In 1996, after completing a Foundation Course in Video Production and an Introduction to TV Production course at the Community Video Educational Trust in Cape Town, he started working as a freelance video editor and producer on many corporate and broadcast TV projects. This included producing an hour long, live television broadcast of a nightlife entertainment show called “021 Live” on SABC 3. This showcased some of Cape Town’s top musicians, performing live on stage.
He was invited to join the National Television Video and Association (which is now a defunct SA television and video industry organization) and held the Western Cape chapter’s portfolio for Training and Development for many years. He started and managed a very successful music video workshop which offered an opportunity for beginners and student members of the NTVA, to work on a full scale professional music video production, with the assistance and guidance of seasoned professionals in the local film and television industries. This workshop produced music videos for South African musicians including Grammy nominated Jonathan Butler.

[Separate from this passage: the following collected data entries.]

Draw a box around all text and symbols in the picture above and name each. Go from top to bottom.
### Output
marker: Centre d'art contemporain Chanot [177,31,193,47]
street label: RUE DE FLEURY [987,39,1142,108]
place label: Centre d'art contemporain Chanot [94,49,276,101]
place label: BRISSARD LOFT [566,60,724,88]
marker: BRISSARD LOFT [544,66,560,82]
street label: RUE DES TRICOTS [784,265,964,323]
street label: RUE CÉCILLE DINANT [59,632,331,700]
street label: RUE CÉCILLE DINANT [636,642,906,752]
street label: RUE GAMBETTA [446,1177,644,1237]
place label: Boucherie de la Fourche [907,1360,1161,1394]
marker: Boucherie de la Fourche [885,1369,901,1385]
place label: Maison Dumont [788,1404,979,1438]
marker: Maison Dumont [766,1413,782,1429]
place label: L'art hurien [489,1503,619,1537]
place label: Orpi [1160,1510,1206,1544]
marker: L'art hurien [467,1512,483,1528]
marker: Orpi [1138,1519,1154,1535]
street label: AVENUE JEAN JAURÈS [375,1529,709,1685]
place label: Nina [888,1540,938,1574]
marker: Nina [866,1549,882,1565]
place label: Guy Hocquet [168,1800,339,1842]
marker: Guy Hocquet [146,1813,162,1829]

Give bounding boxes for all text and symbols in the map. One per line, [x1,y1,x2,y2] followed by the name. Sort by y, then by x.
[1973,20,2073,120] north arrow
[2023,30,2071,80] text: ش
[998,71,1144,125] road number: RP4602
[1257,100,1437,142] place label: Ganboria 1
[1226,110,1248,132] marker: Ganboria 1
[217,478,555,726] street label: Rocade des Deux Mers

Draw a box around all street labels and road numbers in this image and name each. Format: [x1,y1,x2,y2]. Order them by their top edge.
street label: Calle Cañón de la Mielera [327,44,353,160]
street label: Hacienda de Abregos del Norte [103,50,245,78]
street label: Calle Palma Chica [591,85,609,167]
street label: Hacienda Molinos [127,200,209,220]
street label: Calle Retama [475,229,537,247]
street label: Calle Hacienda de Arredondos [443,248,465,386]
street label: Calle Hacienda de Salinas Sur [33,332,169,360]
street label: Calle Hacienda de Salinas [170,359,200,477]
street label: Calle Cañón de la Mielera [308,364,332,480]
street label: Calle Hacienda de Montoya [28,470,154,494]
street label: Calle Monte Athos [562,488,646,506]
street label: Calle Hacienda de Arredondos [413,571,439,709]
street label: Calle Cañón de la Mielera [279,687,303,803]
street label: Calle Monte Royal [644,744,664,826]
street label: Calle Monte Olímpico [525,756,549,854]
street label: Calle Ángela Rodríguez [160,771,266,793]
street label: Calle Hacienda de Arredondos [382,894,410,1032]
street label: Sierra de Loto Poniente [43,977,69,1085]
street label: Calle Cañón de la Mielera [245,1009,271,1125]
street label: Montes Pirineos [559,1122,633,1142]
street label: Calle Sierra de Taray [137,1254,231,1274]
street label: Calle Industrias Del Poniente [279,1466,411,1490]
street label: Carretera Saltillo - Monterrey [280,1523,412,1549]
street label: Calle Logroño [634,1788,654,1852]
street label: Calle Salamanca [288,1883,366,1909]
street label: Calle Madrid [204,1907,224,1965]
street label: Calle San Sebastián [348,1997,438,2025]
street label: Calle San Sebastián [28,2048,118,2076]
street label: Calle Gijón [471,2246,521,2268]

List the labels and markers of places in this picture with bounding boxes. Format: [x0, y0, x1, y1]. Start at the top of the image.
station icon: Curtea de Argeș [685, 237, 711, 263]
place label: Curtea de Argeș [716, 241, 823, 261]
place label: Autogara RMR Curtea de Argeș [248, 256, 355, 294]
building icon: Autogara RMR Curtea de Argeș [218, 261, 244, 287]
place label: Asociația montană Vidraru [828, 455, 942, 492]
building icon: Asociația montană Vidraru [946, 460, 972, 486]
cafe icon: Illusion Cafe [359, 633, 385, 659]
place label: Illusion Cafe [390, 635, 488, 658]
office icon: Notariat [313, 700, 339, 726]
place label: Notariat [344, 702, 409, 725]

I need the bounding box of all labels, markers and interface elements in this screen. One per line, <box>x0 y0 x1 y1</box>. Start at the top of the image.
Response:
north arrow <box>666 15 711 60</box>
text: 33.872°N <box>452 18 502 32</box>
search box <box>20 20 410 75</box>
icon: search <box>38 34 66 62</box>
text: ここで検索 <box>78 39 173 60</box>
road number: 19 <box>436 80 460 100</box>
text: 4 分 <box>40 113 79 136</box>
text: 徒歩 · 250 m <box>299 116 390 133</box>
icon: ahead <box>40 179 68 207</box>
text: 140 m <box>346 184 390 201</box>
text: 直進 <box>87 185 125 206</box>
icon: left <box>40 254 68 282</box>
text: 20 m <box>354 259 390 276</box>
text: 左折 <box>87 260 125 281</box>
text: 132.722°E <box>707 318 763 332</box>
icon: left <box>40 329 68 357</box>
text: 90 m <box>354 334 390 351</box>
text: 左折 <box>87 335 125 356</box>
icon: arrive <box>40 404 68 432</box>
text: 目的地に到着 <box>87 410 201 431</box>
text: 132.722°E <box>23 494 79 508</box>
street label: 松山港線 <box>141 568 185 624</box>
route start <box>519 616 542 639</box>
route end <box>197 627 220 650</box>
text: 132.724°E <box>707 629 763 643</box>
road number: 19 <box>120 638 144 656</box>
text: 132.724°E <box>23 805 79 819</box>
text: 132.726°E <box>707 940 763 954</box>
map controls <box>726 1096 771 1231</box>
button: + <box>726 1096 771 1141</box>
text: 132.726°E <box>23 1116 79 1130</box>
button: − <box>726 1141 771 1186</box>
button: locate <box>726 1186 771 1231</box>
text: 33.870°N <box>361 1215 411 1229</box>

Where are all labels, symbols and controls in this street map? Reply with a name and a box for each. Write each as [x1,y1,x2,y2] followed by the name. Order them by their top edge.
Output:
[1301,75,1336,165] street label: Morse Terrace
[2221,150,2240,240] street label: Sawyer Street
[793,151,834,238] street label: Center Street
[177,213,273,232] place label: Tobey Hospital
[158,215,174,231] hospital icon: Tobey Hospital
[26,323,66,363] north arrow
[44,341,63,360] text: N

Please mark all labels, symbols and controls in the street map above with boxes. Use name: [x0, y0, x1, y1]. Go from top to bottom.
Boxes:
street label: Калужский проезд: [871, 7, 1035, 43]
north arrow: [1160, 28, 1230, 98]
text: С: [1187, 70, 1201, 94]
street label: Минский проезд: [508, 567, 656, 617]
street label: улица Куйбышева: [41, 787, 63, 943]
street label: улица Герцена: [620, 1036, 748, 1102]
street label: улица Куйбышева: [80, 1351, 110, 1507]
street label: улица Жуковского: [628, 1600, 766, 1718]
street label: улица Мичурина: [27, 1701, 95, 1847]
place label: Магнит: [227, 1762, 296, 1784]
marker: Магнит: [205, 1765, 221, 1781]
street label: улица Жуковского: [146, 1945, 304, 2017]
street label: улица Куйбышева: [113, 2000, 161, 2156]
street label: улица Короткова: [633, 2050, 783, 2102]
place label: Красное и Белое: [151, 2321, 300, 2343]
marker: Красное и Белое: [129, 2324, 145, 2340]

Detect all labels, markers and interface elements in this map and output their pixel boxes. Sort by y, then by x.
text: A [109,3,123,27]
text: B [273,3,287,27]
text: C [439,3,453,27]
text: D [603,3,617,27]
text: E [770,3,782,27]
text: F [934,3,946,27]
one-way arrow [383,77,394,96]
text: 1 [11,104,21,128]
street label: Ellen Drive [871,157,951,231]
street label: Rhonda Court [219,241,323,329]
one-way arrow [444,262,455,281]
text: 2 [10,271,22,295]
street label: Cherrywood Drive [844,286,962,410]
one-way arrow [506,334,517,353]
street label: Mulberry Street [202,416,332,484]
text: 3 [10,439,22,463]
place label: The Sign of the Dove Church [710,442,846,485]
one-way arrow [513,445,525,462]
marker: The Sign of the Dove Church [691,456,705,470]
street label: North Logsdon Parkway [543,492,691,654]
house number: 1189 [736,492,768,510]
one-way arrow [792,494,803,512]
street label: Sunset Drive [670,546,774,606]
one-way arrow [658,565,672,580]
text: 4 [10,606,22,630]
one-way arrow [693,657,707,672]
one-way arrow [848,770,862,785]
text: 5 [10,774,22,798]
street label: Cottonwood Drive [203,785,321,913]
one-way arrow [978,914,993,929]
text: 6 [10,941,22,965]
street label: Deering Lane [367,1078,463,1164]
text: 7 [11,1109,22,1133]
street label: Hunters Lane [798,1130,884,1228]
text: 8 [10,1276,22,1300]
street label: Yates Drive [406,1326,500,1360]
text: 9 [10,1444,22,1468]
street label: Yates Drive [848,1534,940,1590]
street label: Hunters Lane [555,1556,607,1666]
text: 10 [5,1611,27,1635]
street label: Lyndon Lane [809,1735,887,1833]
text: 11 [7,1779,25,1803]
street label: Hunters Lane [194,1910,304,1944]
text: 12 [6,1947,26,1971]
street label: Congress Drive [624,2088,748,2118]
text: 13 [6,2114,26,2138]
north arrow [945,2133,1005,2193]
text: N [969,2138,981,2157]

Kodak’s Professional Imaging Division invited Siraaj to do a similar training project, this time giving experienced videographers the opportunity to learn how to use Panavision film cameras with 35mm Kodak film stock. This project was also used to jump start the Kwazulu Natal commercial film services industry, as this music video production workshop created the perfect opportunity to work out the logistics involved in servicing long and short filming projects in KZN area. The result included a music video for a popular SA musician called Ismail and a film equipment rental company called Media Film Service opening up a branch in KZN.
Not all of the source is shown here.